Cheena vala (Chinese nets), Cheena chatti (Chinese wok), Cheena bharani (Chinese pots), Cheeni mulaku (Green chillies)... 


The handshakes between the Keralites and the Chinese have a history spanning no less than two thousand years. A bustling trade hub even during the Sangam period, the Malabar coast used to boast about some of the important Sea ports on the ancient and mediaeval world maps. However, although a truly cosmopolitan series of coastal trade pockets in the beginning, the split and eventual weakening of the Roman Empire would cause these locations to be under the influence of only two major groups. The Chinese and the Arabs. This shift in character transformed the chaotic bustling of Kollam, Kozhikode (Calicut) and Kochi (Cochin) into an economic AND political theatre of trade wars, well into the period of the European reemergence. 


And bustle they did. From horses and spices to silk, jewellery, precious stones and even exotic animals, there was barely anything these ships failed to host. As mentioned in another post, this complex interplay of the trade networks and the sharing of cultures and ideologies would later prove to be monumental in defining the identity of Kerala. However, there is an interesting and important point to note. While the Arabs seldom traded with Kerala as agents of their kings, the Chinese almost always traded with court blessings. This is evident in the coins unearthed from different coastal areas in Kerala and Southern Karnataka. Kollam (Ku lin, as it was known to the Chinese) alone used to hide under its muddy landscapes the coins of various Chinese dynasties. Ranging from the Tang, to the Song, the Jin and the Yuan (there are records of the Mongolian plans to subdue Kollam, but the Yuan-Kerala interactions are so intriguing that they deserve to be discussed in a seperate post), they give us a near contiguous representation of the Chinese dynastic history between 7th - 13th century CE. 


It is through the branches of this vivid history, one of the most wondrous maritime endeavours of the medieval world entered the Malabar coast. 


The Treasure Fleet of Ming China! 


From 1405 to 1433, under the shadow of the Forbidden City and the audacious vision of the Yongle Emperor, the Ming dynasty launched a series of expeditions that would shatter the illusion that only the West could sail into the unknown with power and purpose. At the helm of these armadas was a man like no other. Zheng He, a Muslim eunuch from Yunnan, commanding ships the size of floating cities, crewed by tens of thousands, and backed not by merchants or private syndicates, but by the full might of the Chinese imperial court.

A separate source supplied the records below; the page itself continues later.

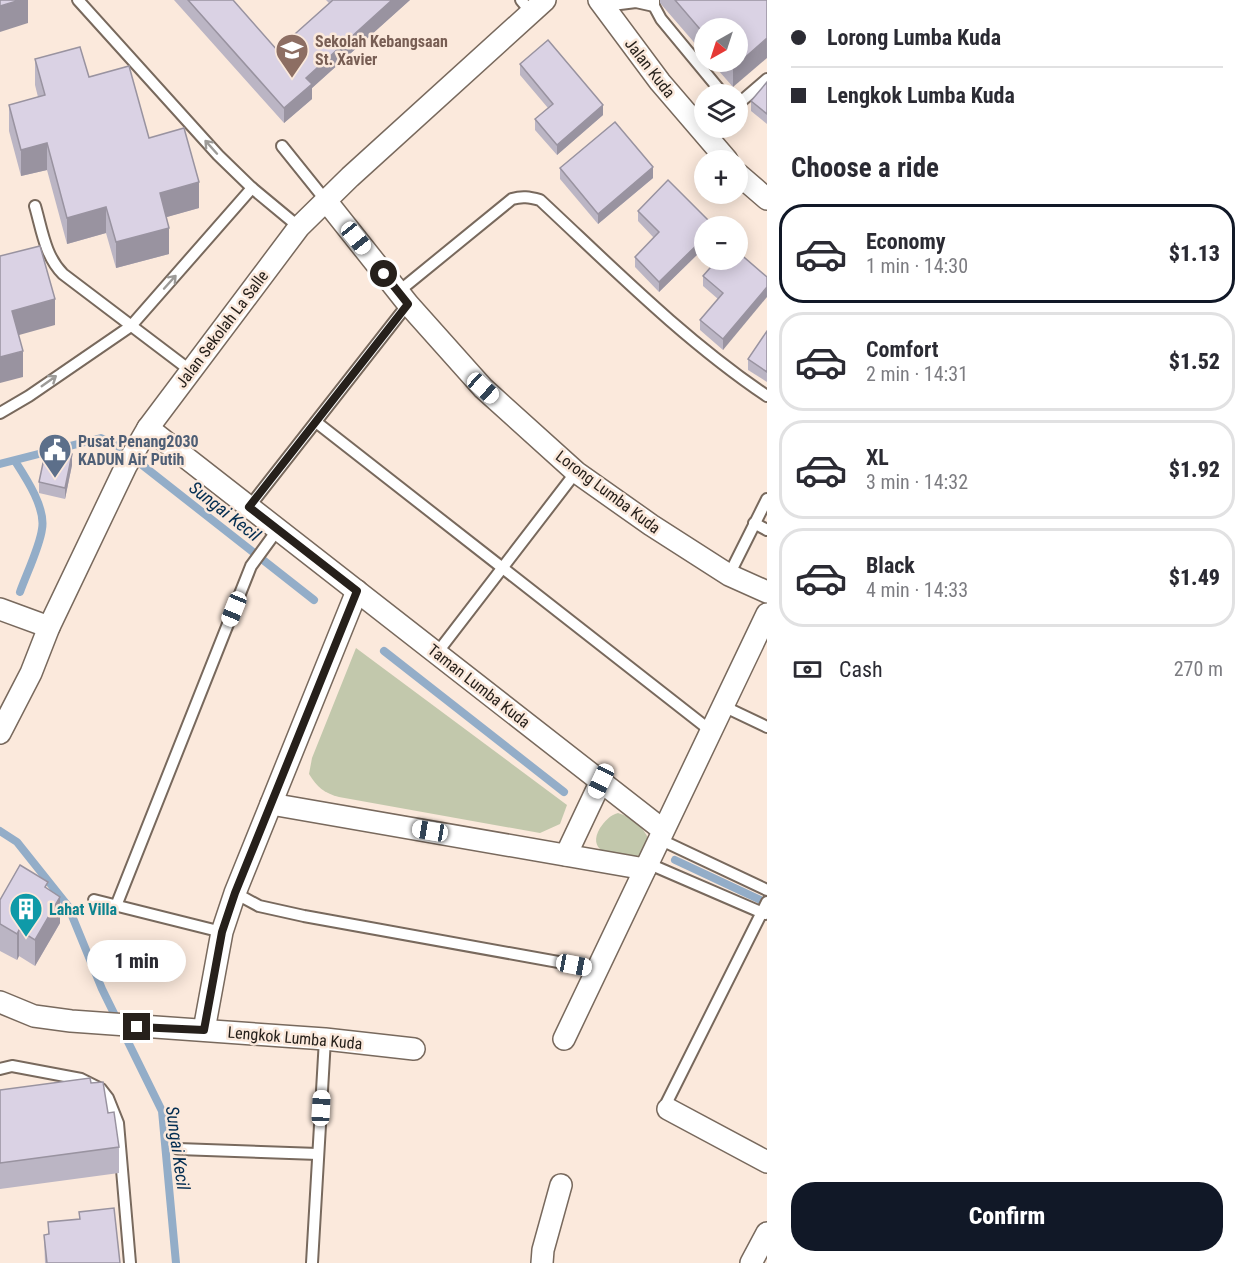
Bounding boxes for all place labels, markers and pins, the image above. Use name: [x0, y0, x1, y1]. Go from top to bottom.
school or university icon: Sekolah Kebangsaan St. Xavier: [274, 32, 310, 79]
place label: Sekolah Kebangsaan St. Xavier: [315, 32, 448, 69]
public building icon: Pusat Penang2030 KADUN Air Putih: [37, 432, 73, 479]
place label: Pusat Penang2030 KADUN Air Putih: [78, 432, 199, 469]
building icon: Lahat Villa: [8, 891, 44, 938]
place label: Lahat Villa: [49, 900, 118, 919]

These voyages were not mere displays of pomp or cartographic curiosity. They were calculated assertions of Ming hegemony across the Indian Ocean world. They brought with them not just Chinese goods, but Chinese diplomacy, rituals, soldiers, scholars, and imperial proclamations. Zheng He arrived with tributes, tablets, and the subtle, suffocating weight of imperial prestige.

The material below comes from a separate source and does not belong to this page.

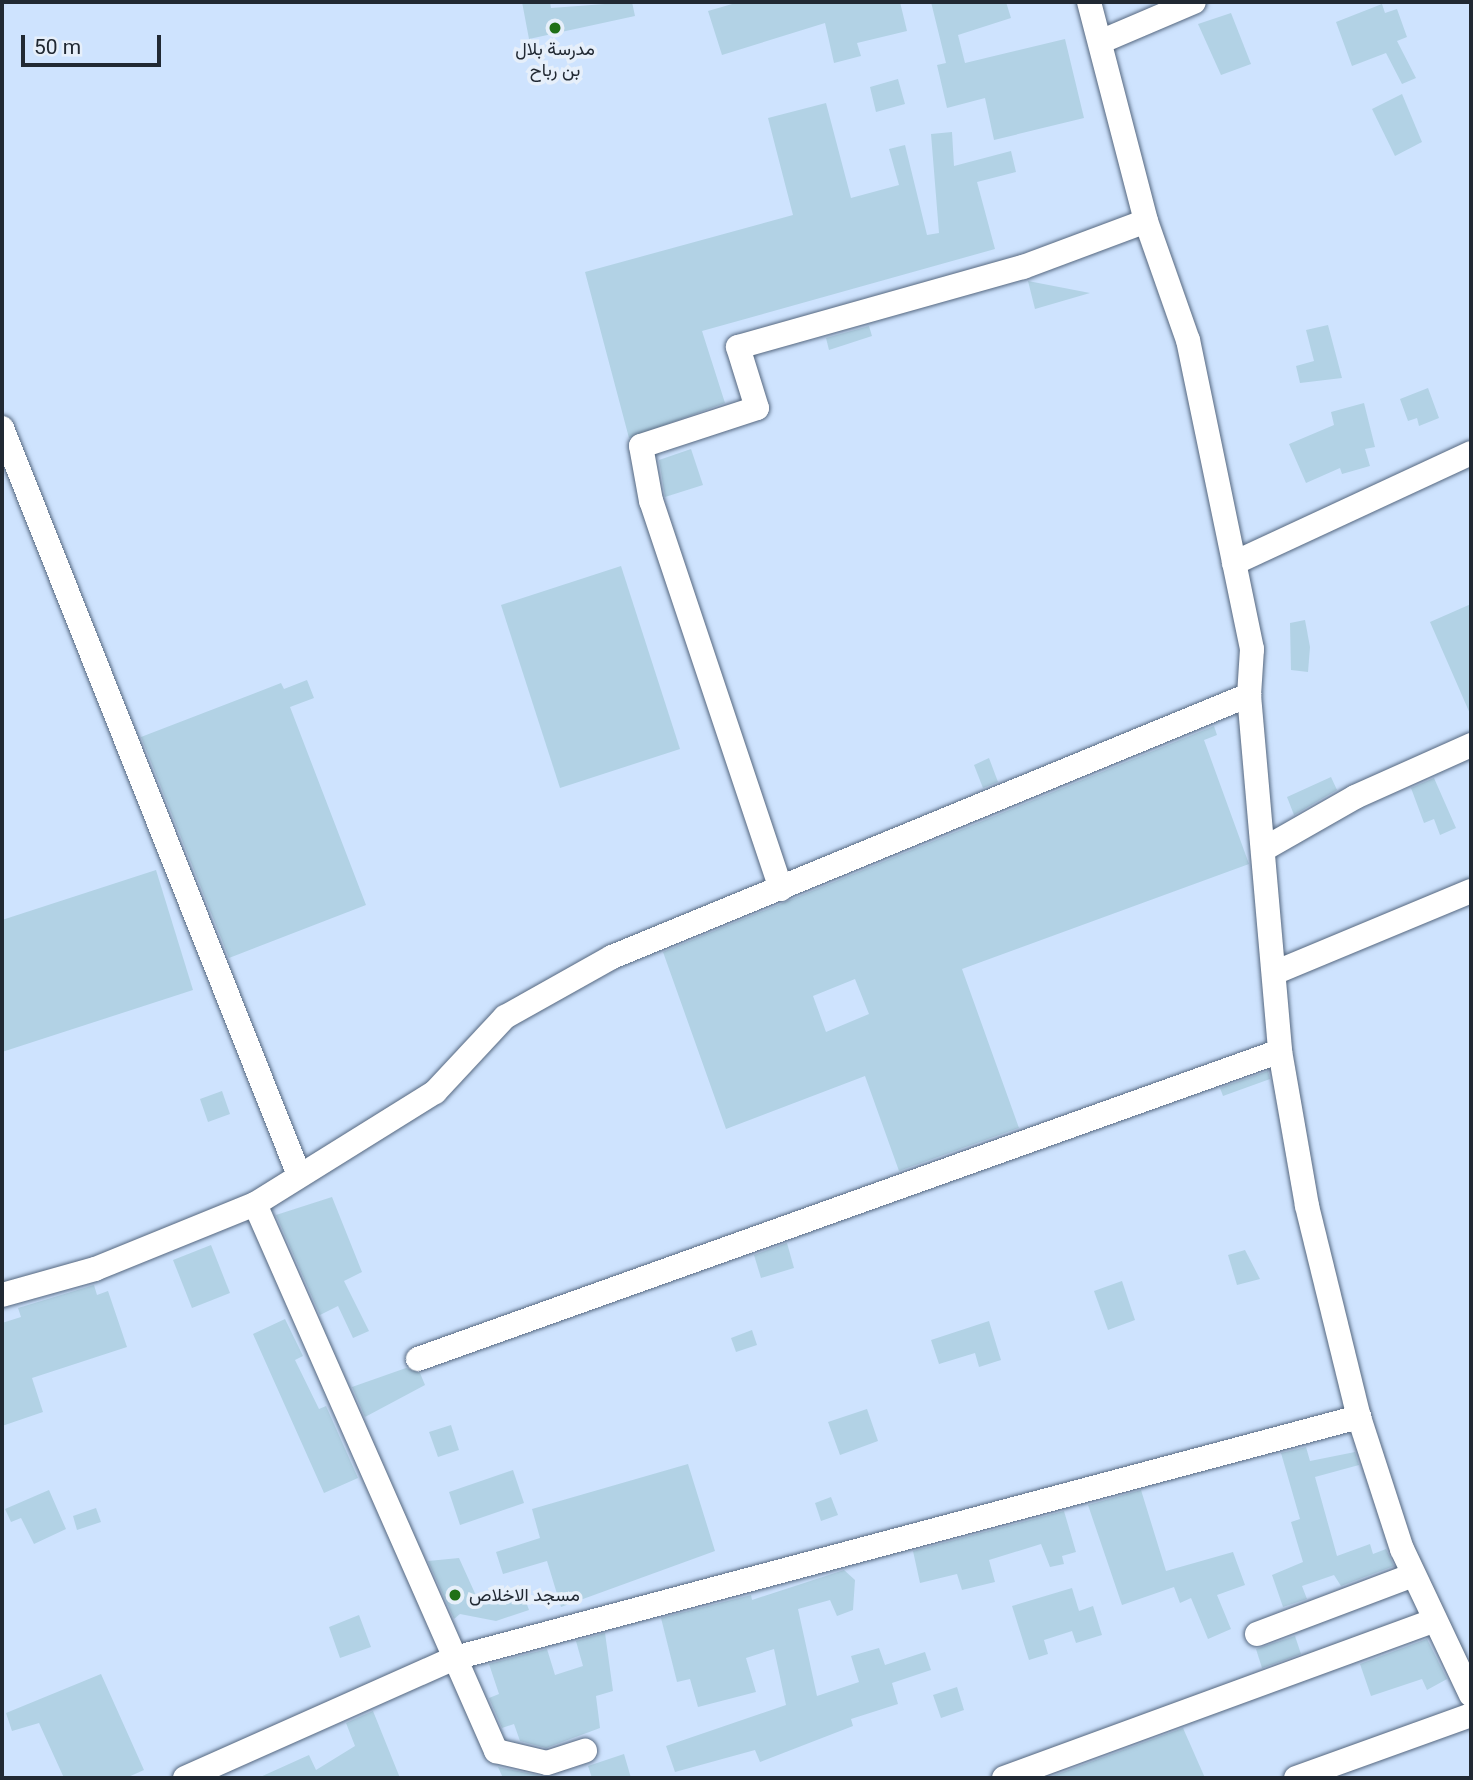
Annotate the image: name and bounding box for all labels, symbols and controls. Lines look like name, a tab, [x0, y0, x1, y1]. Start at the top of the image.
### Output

A Chinese stamp depicting the treasure fleet of explorer Zheng He.


And when these dragon-prowed ships dropped anchor on Malabar, Kerala opened its gates wide open. 

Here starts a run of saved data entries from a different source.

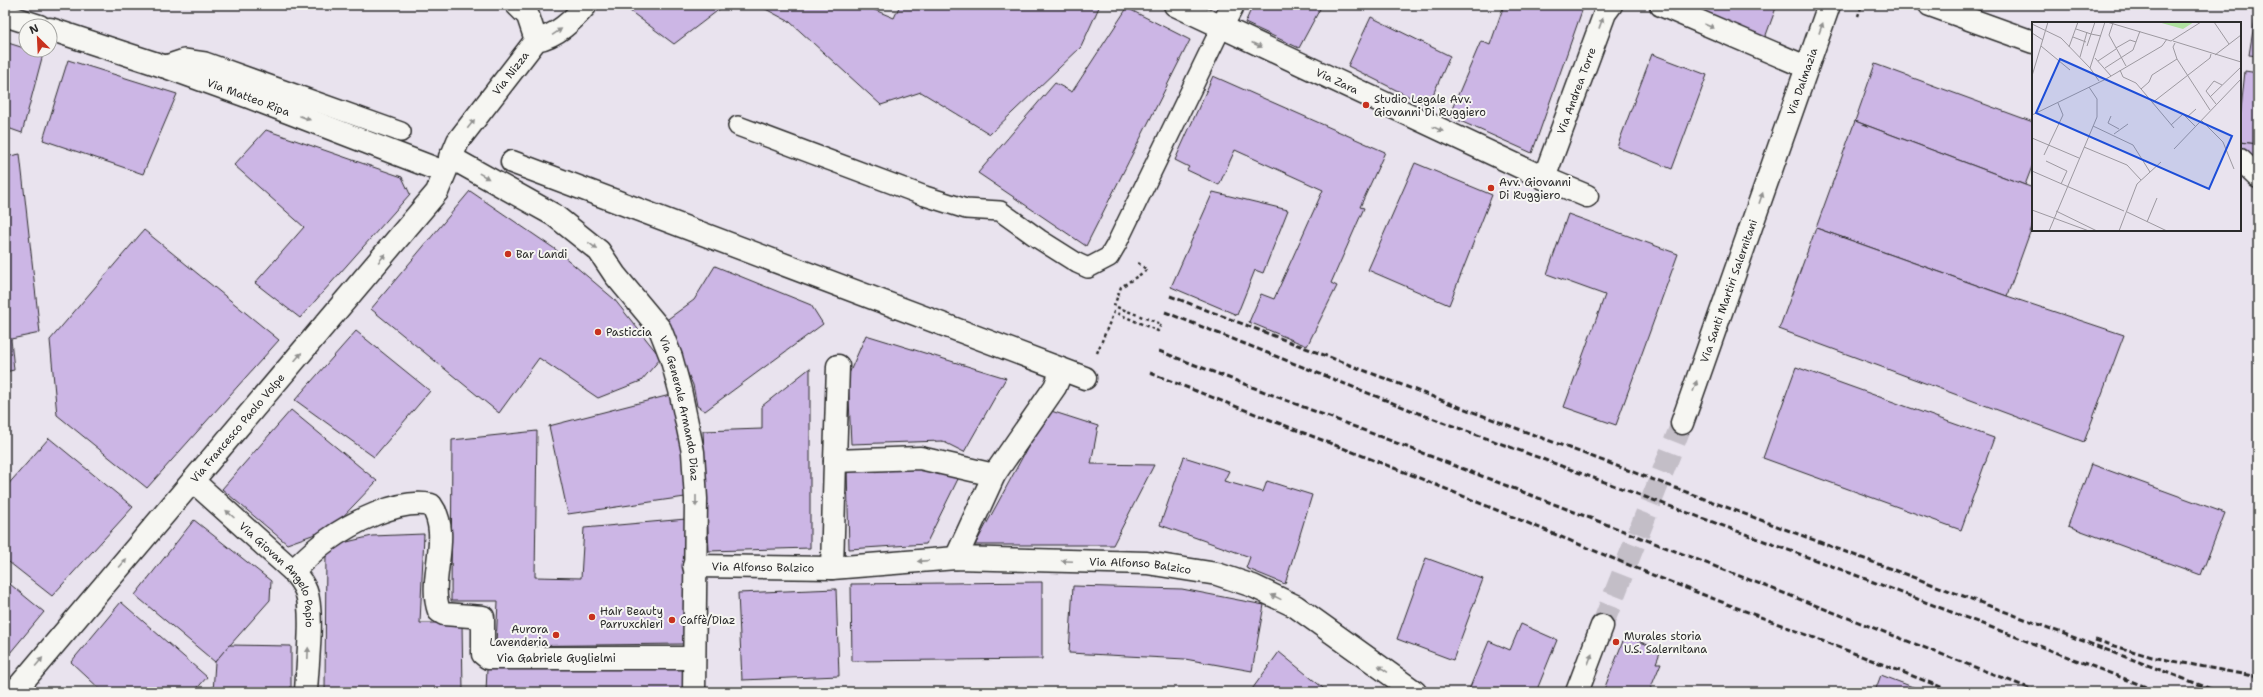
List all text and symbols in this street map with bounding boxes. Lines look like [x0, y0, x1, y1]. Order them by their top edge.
one-way arrow [1599, 16, 1605, 28]
north arrow [18, 18, 58, 58]
text: N [27, 21, 41, 38]
one-way arrow [1818, 22, 1824, 34]
inset map [2032, 22, 2241, 231]
one-way arrow [1704, 23, 1715, 29]
one-way arrow [552, 28, 563, 36]
one-way arrow [1251, 42, 1263, 48]
street label: Via Andrea Torre [1553, 45, 1599, 136]
street label: Via Dalmazia [1783, 46, 1821, 117]
street label: Via Nizza [489, 48, 532, 98]
street label: Via Zara [1313, 65, 1361, 97]
street label: Via Matteo Ripa [205, 75, 292, 120]
place label: Studio Legale Avv. Giovanni Di Ruggiero [1374, 92, 1486, 120]
marker: Studio Legale Avv. Giovanni Di Ruggiero [1361, 100, 1371, 110]
one-way arrow [299, 115, 311, 121]
one-way arrow [466, 119, 475, 130]
one-way arrow [1432, 126, 1444, 132]
one-way arrow [478, 172, 490, 179]
place label: Avv. Giovanni Di Ruggiero [1499, 175, 1571, 203]
marker: Avv. Giovanni Di Ruggiero [1486, 183, 1496, 193]
one-way arrow [1758, 191, 1764, 203]
street label: Via Santi Martiri Salernitani [1696, 217, 1761, 365]
one-way arrow [587, 241, 598, 250]
place label: Bar Landi [516, 247, 568, 262]
marker: Bar Landi [503, 249, 513, 259]
one-way arrow [377, 253, 386, 263]
place label: Pasticcia [606, 325, 652, 340]
marker: Pasticcia [593, 327, 603, 337]
street label: Via Generale Armando Diaz [656, 333, 702, 482]
one-way arrow [293, 352, 302, 363]
street label: Via Francesco Paolo Volpe [187, 370, 288, 486]
one-way arrow [1692, 380, 1698, 392]
one-way arrow [693, 495, 699, 508]
one-way arrow [224, 509, 235, 518]
street label: Via Giovan Angelo Papio [236, 518, 317, 628]
street label: Via Alfonso Balzico [1089, 554, 1193, 577]
one-way arrow [917, 557, 929, 564]
one-way arrow [119, 558, 128, 569]
one-way arrow [1060, 558, 1073, 564]
street label: Via Alfonso Balzico [712, 559, 815, 575]
one-way arrow [1270, 594, 1281, 600]
place label: Hair Beauty Parruxchieri [600, 604, 663, 632]
marker: Hair Beauty Parruxchieri [587, 612, 597, 622]
place label: Caffè/Diaz [680, 613, 735, 628]
marker: Caffè/Diaz [667, 615, 677, 625]
place label: Aurora Lavenderia [490, 622, 548, 650]
place label: Murales storia U.S. Salernitana [1624, 629, 1707, 657]
marker: Aurora Lavenderia [551, 630, 561, 640]
marker: Murales storia U.S. Salernitana [1611, 637, 1621, 647]
one-way arrow [304, 647, 311, 659]
street label: Via Gabriele Guglielmi [496, 651, 616, 666]
one-way arrow [1587, 653, 1593, 665]
one-way arrow [35, 657, 44, 668]
one-way arrow [1378, 666, 1388, 674]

Calicut (Guli or Kuli to the Chinese), was the first to receive them. A thriving port under the rule of the Zamorin (Samoothiri), Calicut was the beating heart of the spice trade, a place where Muslim merchants held not only economic power but political sway. Unlike other places in India, the Chinese didn't describe Calicut as a "barbarian" land (this is a period where the largest empire in India at the time, the Delhi Sultanate, was piecing itself together after the Timurid invasion). What the Chinese saw was a peer. Ma Huan, a chronicler who accompanied Zheng He, wrote of the people as honest, the city as orderly, the ruler as just. The Chinese respected the sophisticated bureaucracy of the Zamorin's court, marveled at its legal system, and treated Calicut as a sovereign equal. In fact, Ma Huan went out of his way to glorify the eminence of Calicut. He was amazed by their attires (which reminded him of an ethnic group in China), their language and their traditions. Although the price-setting rituals would sometimes take over a month, Ma Huan talks about the Malayali's versatility in using fingers to make "perfect" calculations, while the Chinese relied on the Abacus


Another interesting description talks about a so-called "local legend." The story of a man called "Mauxes" who established a religious cult and "went away" to another place with his people because of a divine commandment. While he was busy, he asked his brother to guide his followers in his absence, but the brother built a golden cow and asked them to venerate it as their God according to "local" customs. Mauxes returned, furious, and the brother ran away on an "elephant."


This is clearly the Biblical myth of Moses and the Exodus, condensed, transformed and confused as a regional story from Kerala. Surely, as mentioned in another post, the established Christian and Jewish communities in the region had long become an inevitable part of Kerala's social fabric, so it was only natural for the Chinese to look at those stories through their Malayali experience. 


Yet beneath the surface of ceremonial politeness and commercial efficiency, a different calculation was underway.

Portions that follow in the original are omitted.